Genna Epstein graduated magna cum laude from Cabrini University in 2014 with a degree in Political Science and Social Work. She is currently in graduate school at Eastern University studying to be a certified school counselor. Genna is back at DVFS this year doing her graduate internship working with Christy Zawadzkas, the Lower/Middle School Counselor. Genna credits DV with giving her a foundation of self-advocate in every aspect of her life which led to both her professional and academic success.
When did you come to DVFS, and from where?
I came to DVFS in 9th grade from another independent school specializing in students with learning differences. DVFS was a much better fit for me.
Can you tell us a little bit about your learning difference and struggles in school?
I was diagnosed with “text-book” dyslexia and ADHD (inattentive type) in the second grade after my parents realized that I was struggling to learn to read. I have always had a great working memory and therefore often relied on memorizing everything to get by in school. I was completely miserable, often felt stupid and overall just different from my classmates which made the school days extremely difficult to get through
What changed for you when you came to DV?
I had a tough time as a student. My negative academic experiences influenced me for a long time and I had social and emotional struggles as a result. It took me a while to really understand and come to appreciate all the tools DVFS was equipping me with. When I started having academic success in college, I realized that it was all based on the foundation DVFS helped me build. I now understand the extreme patience and understanding that my DV teachers had with me. Specifically, David Calamaro, Linda Claiborne (LC), Gray Goodman and Tom Lees. They provided me a safe place to work through my fears and anxiety as well as deal with the residual effects of the negative academic and social experiences at my previous school.
What have you been up to since graduating from DV?
I started at Albright College right out of DVFS. At the time, the school did not have the proper academic support that I needed and I was having trouble finding a passion so after completing two years of courses I pursued my cosmetology license. I knew I loved making others feel beautiful and I excelled in the field. I was able to get my first apartment in Center City Philadelphia, paid my bills, and realized that I had the strength and ability to be a productive and independent adult.
After a few years I realized I was ready for something more and needed an experience to jump start myself. Giving back to others was always an important theme in my family growing up. I wanted to go somewhere where no one knew anything about me except that I was there to help. I joined Cross Cultural Solutions, whose mission is to mobilize cross-cultural impact volunteering that improves education and health opportunities for children who need it most. I spent 3 months in South Africa working in a pre-school in the Khayelitsha township and at the only LGBTQ Community Center in Cape Town. During my time in South Africa one of the doctors I worked with mentioned that he thought I was destined to work in the mental health field. I was immediately filled with a sense of purpose and applied to Cabrini College on my flight back to the States!

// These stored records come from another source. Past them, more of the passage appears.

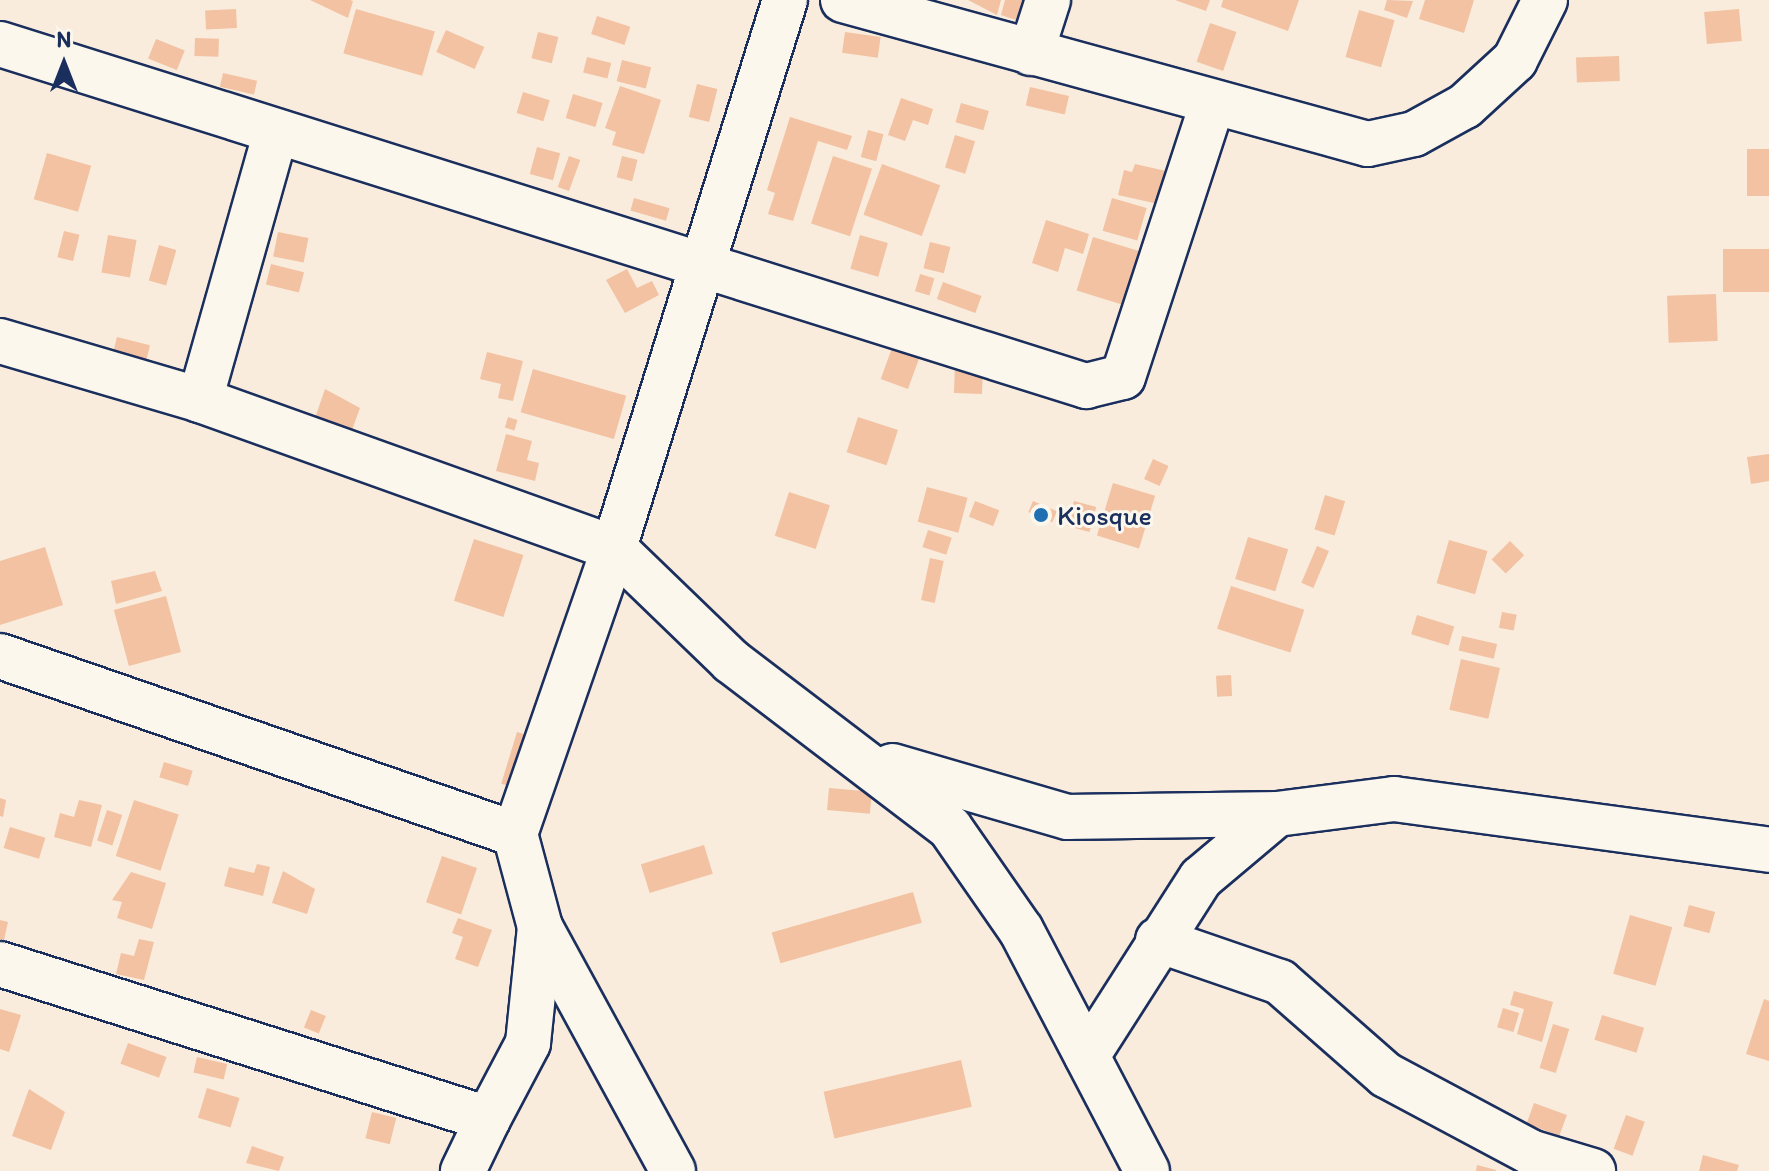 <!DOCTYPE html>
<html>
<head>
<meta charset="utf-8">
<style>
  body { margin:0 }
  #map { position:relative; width:1769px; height:1171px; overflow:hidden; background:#f9ecdd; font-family:Itim,sans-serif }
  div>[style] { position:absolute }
  .building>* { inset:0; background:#f2c2a2; transform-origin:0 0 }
  .roads { filter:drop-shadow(2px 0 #1b2f5e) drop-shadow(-2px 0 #1b2f5e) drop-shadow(0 2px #1b2f5e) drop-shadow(0 -2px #1b2f5e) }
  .minor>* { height:44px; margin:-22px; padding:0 22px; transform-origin:22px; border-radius:22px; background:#fbf7ec }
  .dots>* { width:22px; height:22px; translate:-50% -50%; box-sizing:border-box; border:4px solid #fbf7ec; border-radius:50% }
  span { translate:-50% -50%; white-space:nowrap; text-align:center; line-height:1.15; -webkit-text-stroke:6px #fbf7ec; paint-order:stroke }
  .poi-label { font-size:28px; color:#1b2f5e }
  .left { translate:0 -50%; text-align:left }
  .north { position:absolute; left:24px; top:24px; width:80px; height:80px; -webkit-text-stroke:6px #fbf7ec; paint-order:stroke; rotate:0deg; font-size:22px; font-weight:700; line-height:32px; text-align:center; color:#1b2f5e }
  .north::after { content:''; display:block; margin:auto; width:28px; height:36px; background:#1b2f5e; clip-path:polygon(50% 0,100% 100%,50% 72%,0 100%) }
</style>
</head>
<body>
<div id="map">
  <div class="building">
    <div style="clip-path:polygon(310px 0,350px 0,353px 1px,348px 18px)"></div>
    <div style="clip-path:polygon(968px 0,1001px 0,997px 15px)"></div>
    <div style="clip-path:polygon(1005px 0,1025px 0,1019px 21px,1001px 15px)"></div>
    <div style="clip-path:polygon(1175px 0,1210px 0,1206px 11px)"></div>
    <div style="clip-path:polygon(1223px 0,1299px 0,1288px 31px,1221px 7px)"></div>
    <div style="clip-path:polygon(1387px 0,1413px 1px,1407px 18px,1384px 10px)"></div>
    <div style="clip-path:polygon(1425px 0,1474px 0,1464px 33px,1419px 19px)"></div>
    <div style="left:236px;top:9px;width:19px;height:31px;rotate:87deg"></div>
    <div style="left:356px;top:9px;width:82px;height:46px;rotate:16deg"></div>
    <div style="left:1739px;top:9px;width:32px;height:35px;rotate:85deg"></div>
    <div style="left:1359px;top:10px;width:37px;height:49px;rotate:16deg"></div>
    <div style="left:597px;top:16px;width:35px;height:19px;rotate:18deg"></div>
    <div style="left:1210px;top:23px;width:28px;height:41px;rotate:19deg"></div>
    <div style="left:446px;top:30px;width:42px;height:24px;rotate:24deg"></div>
    <div style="left:538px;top:32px;width:21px;height:27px;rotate:14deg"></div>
    <div style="left:845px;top:32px;width:36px;height:21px;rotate:8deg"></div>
    <div style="left:195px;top:38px;width:24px;height:18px;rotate:2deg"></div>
    <div style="left:156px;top:39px;width:31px;height:21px;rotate:22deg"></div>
    <div style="left:1619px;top:56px;width:25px;height:43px;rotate:88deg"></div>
    <div style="left:587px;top:57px;width:25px;height:16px;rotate:14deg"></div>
    <div style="left:622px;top:60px;width:30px;height:22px;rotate:14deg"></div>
    <div style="left:223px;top:73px;width:35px;height:14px;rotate:13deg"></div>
    <div style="left:697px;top:84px;width:21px;height:34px;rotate:14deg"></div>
    <div style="clip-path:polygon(620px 86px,661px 100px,644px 154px,612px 145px,616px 132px,605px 128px)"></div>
    <div style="left:1030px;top:87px;width:40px;height:19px;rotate:13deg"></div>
    <div style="left:523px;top:92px;width:28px;height:22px;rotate:17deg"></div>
    <div style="left:573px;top:94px;width:31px;height:25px;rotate:17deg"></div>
    <div style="clip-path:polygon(901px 98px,933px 109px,928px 125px,913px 120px,905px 141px,888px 135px)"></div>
    <div style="left:961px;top:103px;width:29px;height:20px;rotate:16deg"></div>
    <div style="clip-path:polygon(790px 117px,852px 136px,847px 150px,818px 141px,793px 221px,768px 214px,775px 193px,767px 190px)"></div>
    <div style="left:868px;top:130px;width:16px;height:28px;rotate:15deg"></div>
    <div style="left:955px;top:135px;width:21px;height:34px;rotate:17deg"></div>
    <div style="left:537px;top:147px;width:24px;height:28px;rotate:15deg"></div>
    <div style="left:1769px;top:149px;width:47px;height:22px;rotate:90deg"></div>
    <div style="left:47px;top:153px;width:46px;height:48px;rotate:16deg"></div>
    <div style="left:569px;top:156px;width:12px;height:33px;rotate:20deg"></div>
    <div style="left:622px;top:156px;width:16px;height:22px;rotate:14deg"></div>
    <div style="left:833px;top:156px;width:41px;height:71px;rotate:18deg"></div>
    <div style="left:882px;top:164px;width:62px;height:54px;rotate:20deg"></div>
    <div style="clip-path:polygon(1135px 164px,1166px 171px,1158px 204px,1118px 195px,1124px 170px,1132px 172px)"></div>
    <div style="left:634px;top:198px;width:37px;height:13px;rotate:16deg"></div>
    <div style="left:1112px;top:198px;width:36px;height:34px;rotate:16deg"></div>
    <div style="clip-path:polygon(1046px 220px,1089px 234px,1083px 254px,1065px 248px,1058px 272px,1032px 263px)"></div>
    <div style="left:64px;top:231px;width:16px;height:27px;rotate:14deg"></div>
    <div style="left:278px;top:232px;width:31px;height:25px;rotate:11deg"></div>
    <div style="left:108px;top:235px;width:29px;height:38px;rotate:10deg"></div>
    <div style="left:860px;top:235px;width:29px;height:35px;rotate:16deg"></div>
    <div style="left:1093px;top:237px;width:49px;height:56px;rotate:17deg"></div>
    <div style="left:930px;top:242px;width:21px;height:27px;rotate:14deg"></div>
    <div style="left:159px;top:245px;width:18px;height:37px;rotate:16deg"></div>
    <div style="left:1769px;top:249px;width:43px;height:46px;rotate:90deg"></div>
    <div style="left:271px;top:264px;width:34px;height:21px;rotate:14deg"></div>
    <div style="clip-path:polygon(627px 269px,637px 288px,652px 281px,659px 295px,625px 313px,606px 280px)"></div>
    <div style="left:920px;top:274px;width:15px;height:18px;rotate:16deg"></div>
    <div style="left:943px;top:282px;width:41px;height:18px;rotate:20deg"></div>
    <div style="left:1716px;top:294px;width:47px;height:49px;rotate:88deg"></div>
    <div style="left:117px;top:337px;width:34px;height:16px;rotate:14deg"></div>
    <div style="left:892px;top:348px;width:29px;height:33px;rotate:20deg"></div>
    <div style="clip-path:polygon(487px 352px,523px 361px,513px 401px,498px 398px,501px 384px,480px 379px)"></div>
    <div style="left:955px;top:364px;width:28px;height:29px;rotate:2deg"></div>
    <div style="left:533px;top:369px;width:97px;height:45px;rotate:16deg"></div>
    <div style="clip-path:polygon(325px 389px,360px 408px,352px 430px,315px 418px)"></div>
    <div style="left:508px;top:417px;width:10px;height:11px;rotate:17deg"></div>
    <div style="left:858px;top:417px;width:42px;height:37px;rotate:18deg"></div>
    <div style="clip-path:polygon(506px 434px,532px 441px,527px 460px,539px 463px,535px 481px,496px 471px)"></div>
    <div style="clip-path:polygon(1769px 454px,1769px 481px,1751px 484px,1747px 457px)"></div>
    <div style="left:1153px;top:459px;width:17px;height:22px;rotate:24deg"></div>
    <div style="left:1113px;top:483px;width:44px;height:55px;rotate:17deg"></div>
    <div style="left:927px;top:487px;width:42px;height:36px;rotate:15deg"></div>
    <div style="left:789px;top:492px;width:43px;height:46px;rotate:18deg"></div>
    <div style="left:1325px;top:495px;width:21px;height:36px;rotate:17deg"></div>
    <div style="left:975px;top:501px;width:26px;height:17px;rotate:21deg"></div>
    <div style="left:1033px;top:501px;width:26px;height:12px;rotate:23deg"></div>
    <div style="left:1074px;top:501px;width:23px;height:26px;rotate:15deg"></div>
    <div style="left:928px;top:530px;width:25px;height:18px;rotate:18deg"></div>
    <div style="left:1248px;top:537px;width:42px;height:44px;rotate:17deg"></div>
    <div style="left:474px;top:539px;width:52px;height:65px;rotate:18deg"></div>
    <div style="left:1449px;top:540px;width:40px;height:45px;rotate:16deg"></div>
    <div style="left:1510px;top:541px;width:20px;height:26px;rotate:45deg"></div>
    <div style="left:1317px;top:546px;width:13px;height:40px;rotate:23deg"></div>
    <div style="clip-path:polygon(45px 547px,63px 605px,0 625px,0 561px)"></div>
    <div style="left:930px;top:558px;width:14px;height:43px;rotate:12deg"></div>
    <div style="clip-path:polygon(155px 571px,162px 591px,116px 604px,111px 581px)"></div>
    <div style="left:1231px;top:586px;width:77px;height:45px;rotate:18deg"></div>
    <div style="left:166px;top:596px;width:58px;height:54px;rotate:75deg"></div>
    <div style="left:1502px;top:612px;width:15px;height:16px;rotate:11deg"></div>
    <div style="left:1417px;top:615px;width:39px;height:20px;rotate:17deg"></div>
    <div style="left:1462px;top:636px;width:36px;height:15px;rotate:13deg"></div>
    <div style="left:1461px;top:659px;width:40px;height:52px;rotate:13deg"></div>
    <div style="left:1231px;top:675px;width:21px;height:15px;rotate:87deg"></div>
    <div style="left:517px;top:732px;width:21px;height:54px;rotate:17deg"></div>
    <div style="left:164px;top:762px;width:30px;height:16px;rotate:17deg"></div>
    <div style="left:829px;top:788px;width:43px;height:22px;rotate:5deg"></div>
    <div style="clip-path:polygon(0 798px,6px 800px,3px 817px,0 816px)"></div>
    <div style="clip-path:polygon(79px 800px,102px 805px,91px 847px,54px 837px,60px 813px,74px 817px)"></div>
    <div style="left:134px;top:800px;width:47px;height:59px;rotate:18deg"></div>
    <div style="left:107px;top:810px;width:16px;height:32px;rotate:18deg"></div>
    <div style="left:10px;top:827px;width:37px;height:22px;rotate:17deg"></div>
    <div style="left:704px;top:845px;width:30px;height:66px;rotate:73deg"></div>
    <div style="left:442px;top:856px;width:37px;height:49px;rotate:19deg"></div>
    <div style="clip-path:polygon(257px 864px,270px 867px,263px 896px,224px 886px,229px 867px,254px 873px)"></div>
    <div style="clip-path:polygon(283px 871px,315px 889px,307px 914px,272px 903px)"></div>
    <div style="clip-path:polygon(131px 872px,166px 883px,152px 929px,117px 918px,122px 902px,112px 900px)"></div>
    <div style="left:913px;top:892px;width:32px;height:147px;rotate:74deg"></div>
    <div style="left:1689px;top:905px;width:27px;height:22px;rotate:15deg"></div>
    <div style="left:1630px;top:915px;width:44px;height:61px;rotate:16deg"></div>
    <div style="clip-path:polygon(458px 918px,492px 930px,478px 967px,455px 959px,463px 937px,452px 933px)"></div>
    <div style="clip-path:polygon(0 920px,8px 922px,4px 940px,0 939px)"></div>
    <div style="clip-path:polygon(139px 939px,154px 942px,144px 980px,116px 974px,121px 953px,134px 956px)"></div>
    <div style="clip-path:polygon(1514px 991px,1553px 1002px,1542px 1042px,1517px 1034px,1524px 1009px,1510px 1005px)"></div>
    <div style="clip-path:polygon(1764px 999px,1769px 1001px,1769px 1061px,1746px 1054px)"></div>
    <div style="left:1503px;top:1008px;width:17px;height:20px;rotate:17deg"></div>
    <div style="clip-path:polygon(0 1009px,21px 1015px,9px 1052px,0 1049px)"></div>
    <div style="left:311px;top:1010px;width:16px;height:19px;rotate:22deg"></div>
    <div style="left:1602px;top:1015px;width:44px;height:26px;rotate:17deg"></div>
    <div style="left:1553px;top:1024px;width:17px;height:46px;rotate:17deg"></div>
    <div style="left:128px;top:1043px;width:41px;height:22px;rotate:20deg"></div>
    <div style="left:197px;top:1057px;width:31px;height:16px;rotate:13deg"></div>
    <div style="left:961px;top:1060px;width:48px;height:141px;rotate:77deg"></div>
    <div style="left:207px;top:1088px;width:34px;height:31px;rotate:17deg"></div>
    <div style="clip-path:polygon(29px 1089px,65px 1112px,51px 1150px,12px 1136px)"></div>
    <div style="left:1534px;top:1103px;width:35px;height:22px;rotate:20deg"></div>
    <div style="left:372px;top:1112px;width:25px;height:27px;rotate:14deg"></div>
    <div style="left:1626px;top:1115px;width:20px;height:36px;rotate:20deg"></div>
    <div style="clip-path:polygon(252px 1146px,284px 1157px,279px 1171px,246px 1163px)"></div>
    <div style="clip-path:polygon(1703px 1155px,1739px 1165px,1737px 1171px,1699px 1171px)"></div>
    <div style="clip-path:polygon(1477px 1165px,1496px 1170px,1496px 1171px,1476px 1171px)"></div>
  </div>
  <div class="roads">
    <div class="minor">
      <div style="left:843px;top:0;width:544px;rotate:15.34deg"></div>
      <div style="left:1368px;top:144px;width:47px;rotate:-12.3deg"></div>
      <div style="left:1414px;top:134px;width:58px;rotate:-28.8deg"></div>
      <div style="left:1465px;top:106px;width:68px;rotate:-42.6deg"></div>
      <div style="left:1515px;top:60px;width:67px;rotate:-63.4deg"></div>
      <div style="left:0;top:44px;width:1139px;rotate:17.48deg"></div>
      <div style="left:1086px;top:386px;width:38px;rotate:-14deg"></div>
      <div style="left:1123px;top:377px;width:286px;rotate:-71.9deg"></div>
      <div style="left:1031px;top:53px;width:56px;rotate:-72.2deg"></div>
      <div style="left:0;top:341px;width:209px;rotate:16.4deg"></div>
      <div style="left:200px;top:400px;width:440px;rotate:19.7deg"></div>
      <div style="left:614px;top:548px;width:163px;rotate:44deg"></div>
      <div style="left:731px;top:661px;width:275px;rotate:37.3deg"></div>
      <div style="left:950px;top:828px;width:124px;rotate:55.2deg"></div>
      <div style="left:1021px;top:930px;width:272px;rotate:62.4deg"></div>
      <div style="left:200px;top:400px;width:279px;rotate:-74.2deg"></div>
      <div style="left:0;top:656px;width:545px;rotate:19.07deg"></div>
      <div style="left:892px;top:766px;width:183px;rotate:16.2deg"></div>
      <div style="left:1068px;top:817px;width:209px;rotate:-0.8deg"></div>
      <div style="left:540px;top:927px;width:278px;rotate:61.4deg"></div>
      <div style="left:1158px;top:940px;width:129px;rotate:19deg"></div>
      <div style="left:1280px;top:982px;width:141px;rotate:41.3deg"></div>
      <div style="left:1386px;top:1075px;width:163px;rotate:28.1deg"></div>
      <div style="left:1530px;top:1152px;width:66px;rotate:16.8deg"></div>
      <div style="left:0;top:964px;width:512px;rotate:17.62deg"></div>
      <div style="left:488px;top:1119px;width:58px;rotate:115.7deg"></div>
      <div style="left:1087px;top:1056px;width:211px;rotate:-57.4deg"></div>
      <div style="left:1201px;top:878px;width:99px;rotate:-40.1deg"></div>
      <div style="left:1277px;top:814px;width:118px;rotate:-7.3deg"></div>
      <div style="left:1394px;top:799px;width:378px;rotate:7.7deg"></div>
      <div style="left:488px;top:1119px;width:86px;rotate:-62.2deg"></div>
      <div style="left:528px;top:1043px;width:117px;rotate:-84.1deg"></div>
      <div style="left:540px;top:927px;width:96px;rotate:-105deg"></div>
      <div style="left:515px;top:834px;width:303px;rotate:-70.9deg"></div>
      <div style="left:614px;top:548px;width:574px;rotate:-72.67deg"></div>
    </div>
  </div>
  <div class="dots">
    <div style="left:1041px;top:515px;background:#1f6fb2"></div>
  </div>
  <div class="poi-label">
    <span class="left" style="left:1057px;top:515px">Kiosque</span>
  </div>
  <div class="north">N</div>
</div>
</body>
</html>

I finished my final two years of college in 1.5 years and graduated magna cum laude, 3.8 GPA, with a degree in Political Science and Social Work. While taking a much-needed break from school and spending some time in the business world, I realized my dream was to counsel children who were like me growing up. I am currently in graduate school at Eastern University and upon graduating as a certified school counselor in May, I will go on to become a Licensed Professional Counselor. I am currently doing my graduate internship here at DV working with Christy Zawadzkas, the Lower/Middle School Counselor.
What do you think the long-term value of a DVFS education has been for you?
DV gave me a foundation which went beyond my learning difference. I learned to be a self-advocate in every aspect of my life which has led to professional and academic success. While I didn’t realize the importance of the foundation at the time, it truly helped me get through some of the tougher times and has led me to where I am today.
What is it like being back at DV in a faculty role?
Being back at DVFS in a faculty role has been amazing. The school has grown and evolved so much since I graduated. The Quaker values ring true more to me now than ever and this experience has solidified my preference for working in a Quaker school. My hope is that through my experience as a student at DVFS, I can be an authentic advocate for the students and families that have to navigate the academic world with a learning difference.
Is there anything else you would like to share?
While DVFS was not a magic wand that turned me into the perfect student with a traditional path, my time there gave me everything I didn’t know I needed to succeed. Beyond providing me with the skills I needed to succeed, my sister was also inspired by my struggles and triumphs and is currently working as the learning support coordinator at a prominent independent school in Washington D.C. I am eternally grateful for my experiences at DVFS and to the faculty that never gave up on me.